_Data block:_
+ + +
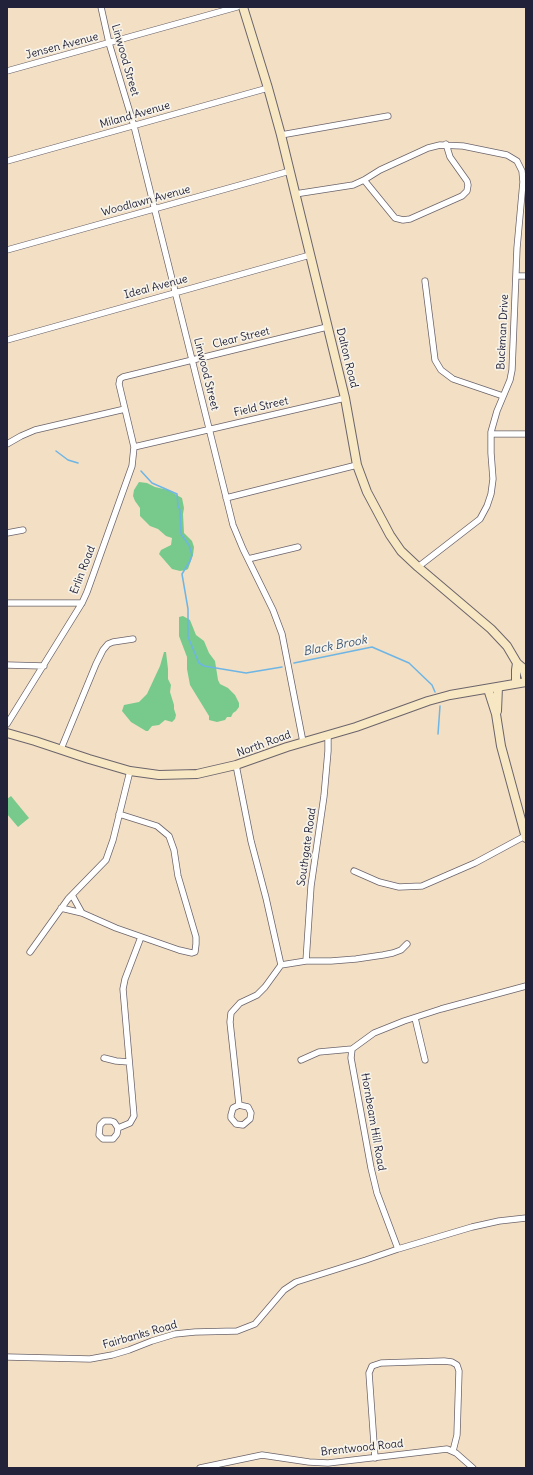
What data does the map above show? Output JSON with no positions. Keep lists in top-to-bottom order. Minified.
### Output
{"streets":{"street":["Jensen Avenue","Linwood Street","Miland Avenue","Woodlawn Avenue","Ideal Avenue","Buckman Drive","Clear Street","Dalton Road","Field Street","Erlin Road","North Road","Southgate Road","Hornbeam Hill Road","Fairbanks Road","Brentwood Road"]},"crossings":[["Jensen Avenue","Linwood Street"],["Linwood Street","Miland Avenue"],["Linwood Street","Woodlawn Avenue"],["Linwood Street","Ideal Avenue"],["Linwood Street","Clear Street"],["Linwood Street","Field Street"],["Linwood Street","North Road"],["Miland Avenue","Dalton Road"],["Woodlawn Avenue","Dalton Road"],["Ideal Avenue","Dalton Road"],["Buckman Drive","Dalton Road"],["Clear Street","Dalton Road"],["Clear Street","Erlin Road"],["Dalton Road","Field Street"],["Field Street","Erlin Road"],["North Road","Southgate Road"],["Hornbeam Hill Road","Fairbanks Road"]],"water":["Black Brook"]}
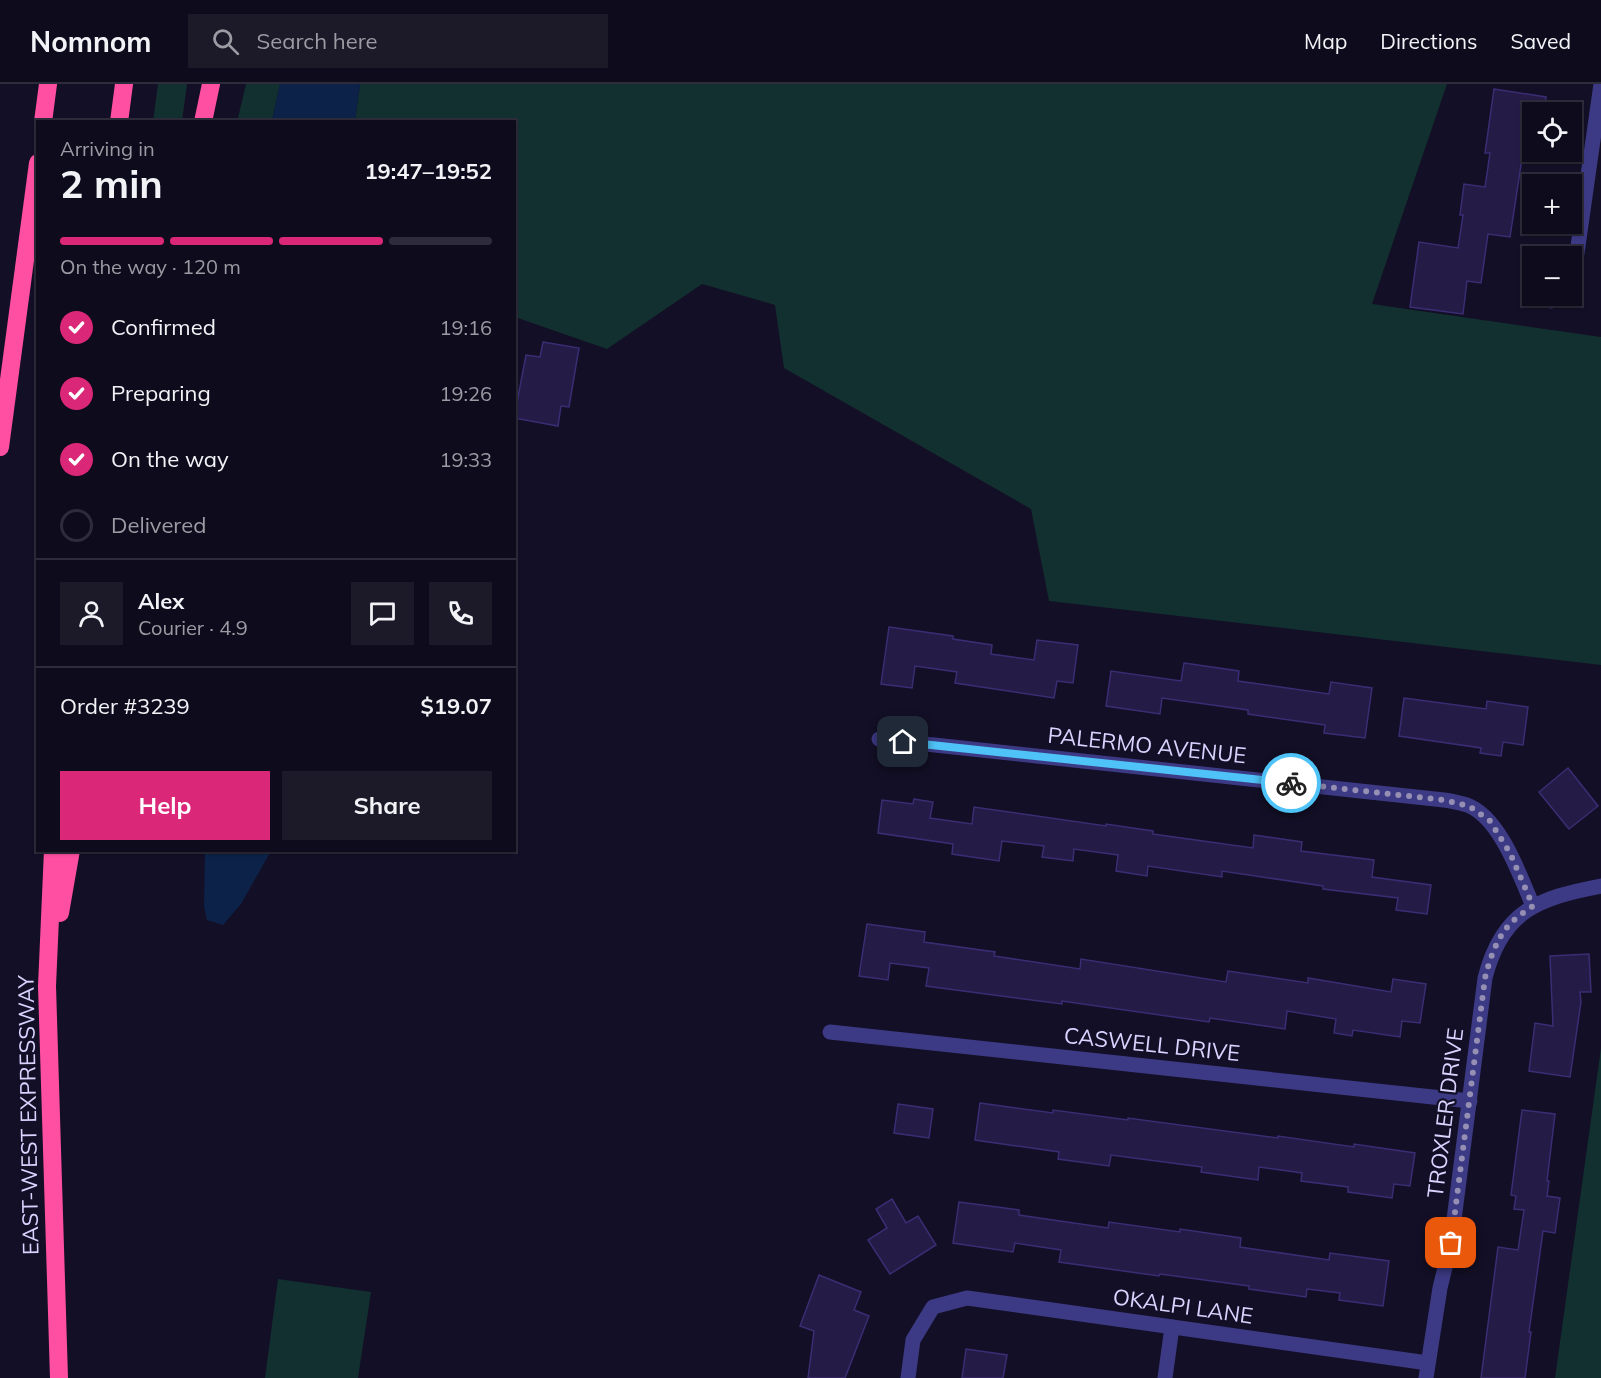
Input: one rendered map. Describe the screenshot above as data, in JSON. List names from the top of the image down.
+ + +
_Your task:_
Return the whole listing, word for word, and leave out every picture.

_Reply:_
What data does the map above show? Output JSON with no positions. Keep lists in top-to-bottom order. Minified.
### Output
{"streets":{"street":["Jensen Avenue","Linwood Street","Miland Avenue","Woodlawn Avenue","Ideal Avenue","Buckman Drive","Clear Street","Dalton Road","Field Street","Erlin Road","North Road","Southgate Road","Hornbeam Hill Road","Fairbanks Road","Brentwood Road"]},"crossings":[["Jensen Avenue","Linwood Street"],["Linwood Street","Miland Avenue"],["Linwood Street","Woodlawn Avenue"],["Linwood Street","Ideal Avenue"],["Linwood Street","Clear Street"],["Linwood Street","Field Street"],["Linwood Street","North Road"],["Miland Avenue","Dalton Road"],["Woodlawn Avenue","Dalton Road"],["Ideal Avenue","Dalton Road"],["Buckman Drive","Dalton Road"],["Clear Street","Dalton Road"],["Clear Street","Erlin Road"],["Dalton Road","Field Street"],["Field Street","Erlin Road"],["North Road","Southgate Road"],["Hornbeam Hill Road","Fairbanks Road"]],"water":["Black Brook"]}
Input: one rendered map. Describe the screenshot above as data, in JSON. List names from the top of the image down.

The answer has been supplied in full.